• _The problem_
Task for the records below: copy exactly from the first line on, stopping once the line with "position:absolute; width:15px; height:15px;" is copied, and leave out the pictures.

• _Stored data_
______

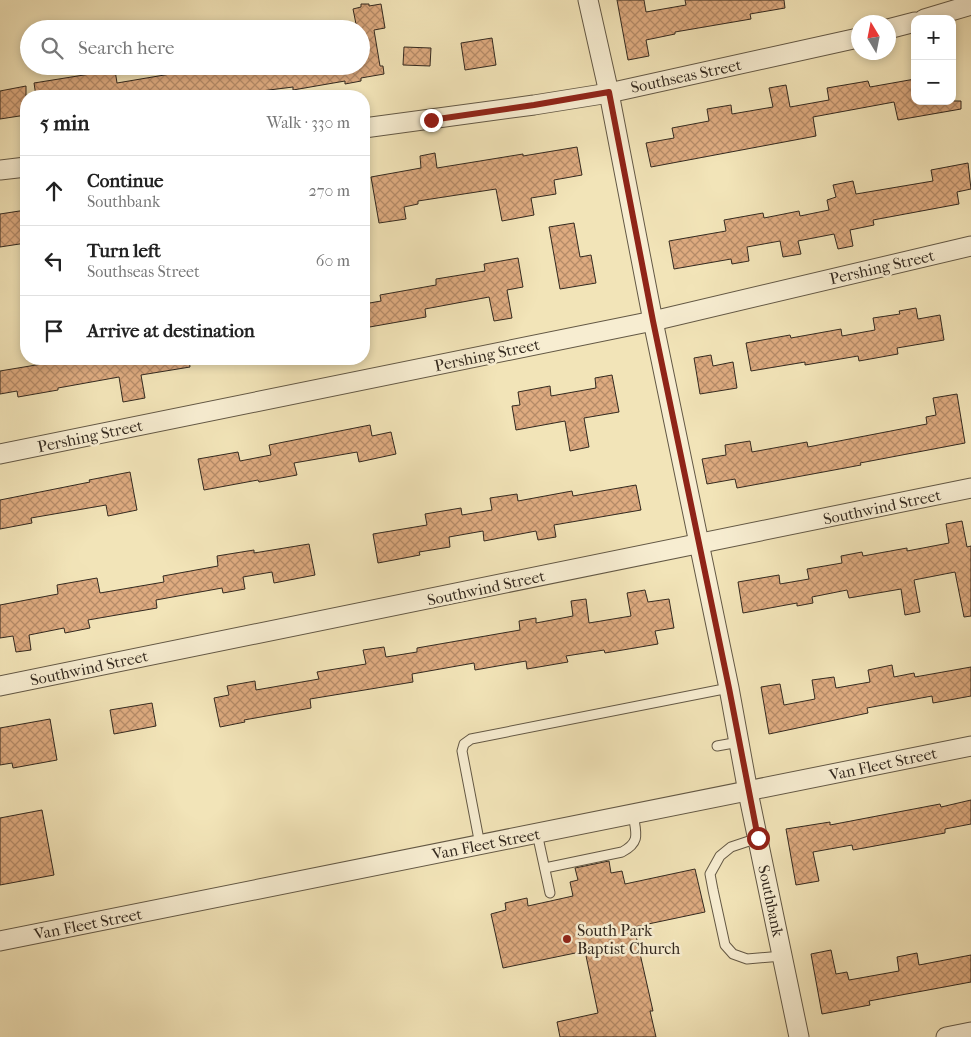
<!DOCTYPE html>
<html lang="en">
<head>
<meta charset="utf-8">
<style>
  :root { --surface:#fff; --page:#f6f6f6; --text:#222; --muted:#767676; --line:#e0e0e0 }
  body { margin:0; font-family:"IM FELL French Canon",serif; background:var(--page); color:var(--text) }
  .controls { position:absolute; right:15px; top:15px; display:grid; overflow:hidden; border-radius:10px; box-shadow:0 2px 8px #0003 }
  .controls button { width:45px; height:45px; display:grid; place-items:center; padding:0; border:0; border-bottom:1px solid var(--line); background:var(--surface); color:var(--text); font:25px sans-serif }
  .compass { position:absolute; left:851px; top:15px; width:45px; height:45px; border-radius:50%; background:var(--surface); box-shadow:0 2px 8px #0003; rotate:350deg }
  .stop { position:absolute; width:15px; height:15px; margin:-11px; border:4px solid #8f2418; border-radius:50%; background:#fff }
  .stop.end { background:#8f2418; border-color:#fff; box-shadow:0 1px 5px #0008 }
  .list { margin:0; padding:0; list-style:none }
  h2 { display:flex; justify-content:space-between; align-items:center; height:65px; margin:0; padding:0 20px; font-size:21px }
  h2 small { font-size:16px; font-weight:400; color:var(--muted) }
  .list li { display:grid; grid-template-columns:32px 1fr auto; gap:15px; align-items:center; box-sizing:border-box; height:70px; padding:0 20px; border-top:1px solid var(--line) }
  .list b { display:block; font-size:19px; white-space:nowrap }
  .list p { margin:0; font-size:16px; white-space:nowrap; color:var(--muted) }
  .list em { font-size:16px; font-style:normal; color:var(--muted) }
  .icon { flex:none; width:28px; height:28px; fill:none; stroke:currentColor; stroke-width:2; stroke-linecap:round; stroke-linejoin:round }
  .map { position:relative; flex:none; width:971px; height:1037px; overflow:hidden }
  .search { position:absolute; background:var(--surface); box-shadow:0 2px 8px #0003; left:20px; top:20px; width:350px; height:55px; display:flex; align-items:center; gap:12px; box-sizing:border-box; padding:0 18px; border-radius:28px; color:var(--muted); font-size:19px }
  .panel { position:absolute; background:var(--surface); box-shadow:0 2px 8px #0003; left:20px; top:90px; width:350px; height:275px; border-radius:20px }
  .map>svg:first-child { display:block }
  .building { fill:url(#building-cross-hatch); stroke:#33291f }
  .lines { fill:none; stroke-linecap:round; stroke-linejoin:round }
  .service-casing { stroke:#635845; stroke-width:11 }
  .minor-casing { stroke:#635845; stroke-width:21 }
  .service { stroke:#f7edd1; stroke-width:9 }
  .minor { stroke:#f7edd1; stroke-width:19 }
  .route { stroke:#8f2418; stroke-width:6 }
  .poi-dot { fill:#8f2418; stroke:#f7edd1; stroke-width:2 }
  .labels { text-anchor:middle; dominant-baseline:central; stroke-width:5; stroke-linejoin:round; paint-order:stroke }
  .street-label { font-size:16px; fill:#33291f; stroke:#f7edd1 }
  .poi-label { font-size:16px; fill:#33291f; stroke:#f7edd1; text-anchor:start }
</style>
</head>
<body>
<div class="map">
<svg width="971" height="1037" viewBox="0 0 971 1037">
  <defs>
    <pattern id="building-cross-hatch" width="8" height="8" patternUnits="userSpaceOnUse" patternTransform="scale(1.25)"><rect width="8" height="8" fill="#deab80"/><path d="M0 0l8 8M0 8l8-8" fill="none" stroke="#b58b68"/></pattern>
  </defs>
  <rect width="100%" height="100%" fill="#f2e4b8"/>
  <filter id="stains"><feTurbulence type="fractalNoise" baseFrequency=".004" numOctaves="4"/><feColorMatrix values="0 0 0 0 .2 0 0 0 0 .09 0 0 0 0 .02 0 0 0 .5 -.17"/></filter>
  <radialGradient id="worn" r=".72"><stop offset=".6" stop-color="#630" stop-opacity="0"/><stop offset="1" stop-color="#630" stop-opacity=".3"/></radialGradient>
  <!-- building -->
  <g class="building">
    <polygon points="617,0 644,0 646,12 686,5 685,0 784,0 785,8 750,14 751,19 675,32 675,34 646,40 649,56 628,60"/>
    <polygon points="361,4 369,4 369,6 381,4 385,28 374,30 380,66 383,66 384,74 361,78 361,81 345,84 345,81 293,90 293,87 221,96 36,96 34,83 115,70 117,83 188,71 187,66 361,66 361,29 357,29 353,9 361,7"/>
    <polygon points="492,38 496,65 465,70 461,43"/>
    <polygon points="404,47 431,48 430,66 403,65"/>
    <polygon points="915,79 915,101 961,101 961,109 898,120 894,102 813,117 816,136 651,167 646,143 674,138 672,128 709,121 707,109 731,105 732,114 773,107 769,88 786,85 790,107 829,100 827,88 868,81 870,87"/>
    <polygon points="26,86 26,115 0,119 0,91"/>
    <polygon points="577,147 582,175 554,180 556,194 531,198 534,215 502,221 496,189 418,201 418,204 404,207 406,219 379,223 371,177 421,168 420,156 435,153 437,168 523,154 523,156"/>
    <polygon points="968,163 971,189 957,192 959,204 873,220 874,225 850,230 853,246 838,249 834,234 798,241 801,254 783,257 780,241 747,247 749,261 732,264 731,259 674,269 669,241 726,231 724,220 763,213 764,218 799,211 800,216 829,210 827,200 836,197 833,185 853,181 856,194 933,181 931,170"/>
    <polygon points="26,210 26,243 0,247 0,214"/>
    <polygon points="574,223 580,257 591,255 596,283 560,289 549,227"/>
    <polygon points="518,258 523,287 507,290 512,318 494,321 489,297 425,309 426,317 364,328 364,304 381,301 380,295 436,285 436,279 485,271 484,264"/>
    <polygon points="916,308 918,319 940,315 944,340 897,348 898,354 859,361 858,356 805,365 805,362 751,371 746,343 790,335 791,338 841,329 842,336 875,330 873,318 900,314 899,311"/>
    <polygon points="711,355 713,366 733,362 737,388 700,394 694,358"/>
    <polygon points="72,359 189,359 190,367 141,375 145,398 123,402 119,377 58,388 58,390 18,397 17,391 0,394 0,371"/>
    <polygon points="612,375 619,412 584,418 589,447 570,451 565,421 516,430 512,406 520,405 518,392 550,386 551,396 596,388 595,378"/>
    <polygon points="957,394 965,443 860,463 861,465 737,488 735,479 707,484 702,459 726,455 725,445 750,441 752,452 807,442 808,447 927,424 926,417 936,415 933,398"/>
    <polygon points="370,425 372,436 391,432 396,454 359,462 357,452 294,463 297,475 259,482 258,480 204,490 198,459 238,452 240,461 271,455 269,445"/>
    <polygon points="130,472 137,510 108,516 106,505 31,518 32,523 0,529 0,500 90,482 89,480"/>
    <polygon points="636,485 641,510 554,525 556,537 538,540 536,531 484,541 483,531 449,537 450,547 419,552 420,555 378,563 373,534 427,525 425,514 461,508 462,515 492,510 490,498 517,494 518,501 572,491 573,496"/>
    <polygon points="962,521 967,547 971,546 971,616 964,617 955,572 914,580 920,612 905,615 901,589 849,598 847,590 812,597 813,603 797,606 797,603 743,613 738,582 779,575 780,584 809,579 807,569 842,563 841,556 862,552 863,556 907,548 907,551 949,543 946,524"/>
    <polygon points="309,544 315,575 274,583 272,572 243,577 245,589 223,593 222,588 156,600 157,608 88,620 90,628 65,633 64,628 29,635 31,650 16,652 13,636 0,638 0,605 58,594 57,585 97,578 100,593 164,582 163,576 218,566 217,556 254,550 254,553"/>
    <polygon points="645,590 648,602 669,599 674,628 655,631 658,644 605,653 604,650 566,656 568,662 527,669 526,661 475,670 474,663 412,674 413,682 310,699 311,708 244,720 245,722 220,727 214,698 229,695 227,686 255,681 256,690 319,679 317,672 366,664 363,650 384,647 386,657 417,652 417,648 520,630 519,621 536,618 536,623 573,616 571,601 586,599 589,623 631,616 627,593"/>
    <polygon points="892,665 894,677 914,673 915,677 971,667 971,696 933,703 932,696 867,708 868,713 769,734 761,687 780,684 784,705 815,699 812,680 834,677 836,688 870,682 868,670"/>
    <polygon points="152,703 156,726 114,734 110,710"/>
    <polygon points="50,719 57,760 13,768 12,763 0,765 0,728"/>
    <polygon points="971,800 971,824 945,829 945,833 853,850 852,845 813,852 819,881 796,885 786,829 830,822 830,825 940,804 941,807"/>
    <polygon points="42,810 54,875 0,885 0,818"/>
    <polygon points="609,861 611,873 622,871 625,884 695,869 705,912 634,927 653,1011 650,1011 656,1037 560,1037 557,1022 598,1013 585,951 503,968 491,914 506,910 505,903 527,898 528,906 573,896 570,882 578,880 575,868"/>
    <polygon points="831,950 836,974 847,972 849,980 899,971 897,957 917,953 919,965 971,955 971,982 869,1001 870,1005 822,1014 811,954"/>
  </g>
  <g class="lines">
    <!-- service casing -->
    <g class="service-casing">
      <g id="service">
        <polyline points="717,746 739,742"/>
        <polyline points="537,833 550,893"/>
        <polyline points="758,838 731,847 720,856 710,874 713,890 725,945 733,954 747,959 782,956"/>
        <polyline points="480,845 462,751 464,744 471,739 729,688"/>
        <path d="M545,868L622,852C641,842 636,833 633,814"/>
      </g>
    </g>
    <!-- minor casing -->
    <g class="minor-casing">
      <g id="minor">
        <polyline points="588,0 609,93 653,321 729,688 748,792 799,1037"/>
        <polyline points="924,19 971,5"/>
        <polyline points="888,29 915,22"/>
        <polyline points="364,128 534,105 609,93 858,38"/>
        <polyline points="0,170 26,167"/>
        <polyline points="0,454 653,321 971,246"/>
        <polyline points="0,686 971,488"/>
        <polyline points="0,941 971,746"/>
        <polyline points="946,1037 971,1032"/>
      </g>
    </g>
    <!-- service -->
    <use href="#service" class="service"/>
    <!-- minor -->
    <use href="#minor" class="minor"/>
  </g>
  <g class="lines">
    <!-- route -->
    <polyline class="route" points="431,120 534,105 609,92 653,321 729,688 758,838"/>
  </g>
  <!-- markers -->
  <circle class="poi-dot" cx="567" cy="939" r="5"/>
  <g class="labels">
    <!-- street labels -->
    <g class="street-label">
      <text transform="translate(686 76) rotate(-12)">Southseas Street</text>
      <text transform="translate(882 267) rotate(-13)">Pershing Street</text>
      <text transform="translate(487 355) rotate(-12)">Pershing Street</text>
      <text transform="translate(90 436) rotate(-12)">Pershing Street</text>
      <text transform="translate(882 507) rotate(-12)">Southwind Street</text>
      <text transform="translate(486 588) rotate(-12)">Southwind Street</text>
      <text transform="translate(89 668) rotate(-12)">Southwind Street</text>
      <text transform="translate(883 764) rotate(-12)">Van Fleet Street</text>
      <text transform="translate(486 844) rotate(-11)">Van Fleet Street</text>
      <text transform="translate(771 901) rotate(78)">Southbank</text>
      <text transform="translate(88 924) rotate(-11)">Van Fleet Street</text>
    </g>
    <!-- poi labels -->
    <g class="poi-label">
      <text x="577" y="930">South Park<tspan x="577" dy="18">Baptist Church</tspan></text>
    </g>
  </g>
  <rect width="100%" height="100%" filter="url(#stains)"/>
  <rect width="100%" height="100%" fill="url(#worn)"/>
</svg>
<div class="controls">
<button>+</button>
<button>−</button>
</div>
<svg class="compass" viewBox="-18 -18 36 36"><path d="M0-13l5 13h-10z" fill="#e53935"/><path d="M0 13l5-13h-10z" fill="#767676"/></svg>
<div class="stop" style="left:758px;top:838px"></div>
<div class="stop end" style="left:431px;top:120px"></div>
<div class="search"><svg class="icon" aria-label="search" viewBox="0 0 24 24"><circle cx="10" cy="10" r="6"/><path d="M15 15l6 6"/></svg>Search here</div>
<section class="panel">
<h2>5 min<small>Walk · 330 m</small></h2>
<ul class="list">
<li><svg class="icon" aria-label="ahead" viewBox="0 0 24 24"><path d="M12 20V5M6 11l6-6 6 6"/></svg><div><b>Continue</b><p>Southbank</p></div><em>270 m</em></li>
<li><svg class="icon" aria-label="left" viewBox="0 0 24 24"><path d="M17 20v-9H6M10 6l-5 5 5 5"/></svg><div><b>Turn left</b><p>Southseas Street</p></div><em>60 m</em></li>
<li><svg class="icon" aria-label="arrive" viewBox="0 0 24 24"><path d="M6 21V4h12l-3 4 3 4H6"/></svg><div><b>Arrive at destination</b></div></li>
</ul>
</section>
</div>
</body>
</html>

______

• _Written reply_
<!DOCTYPE html>
<html lang="en">
<head>
<meta charset="utf-8">
<style>
  :root { --surface:#fff; --page:#f6f6f6; --text:#222; --muted:#767676; --line:#e0e0e0 }
  body { margin:0; font-family:"IM FELL French Canon",serif; background:var(--page); color:var(--text) }
  .controls { position:absolute; right:15px; top:15px; display:grid; overflow:hidden; border-radius:10px; box-shadow:0 2px 8px #0003 }
  .controls button { width:45px; height:45px; display:grid; place-items:center; padding:0; border:0; border-bottom:1px solid var(--line); background:var(--surface); color:var(--text); font:25px sans-serif }
  .compass { position:absolute; left:851px; top:15px; width:45px; height:45px; border-radius:50%; background:var(--surface); box-shadow:0 2px 8px #0003; rotate:350deg }
  .stop { position:absolute; width:15px; height:15px; margin:-11px; border:4px solid #8f2418; border-radius:50%; background:#fff }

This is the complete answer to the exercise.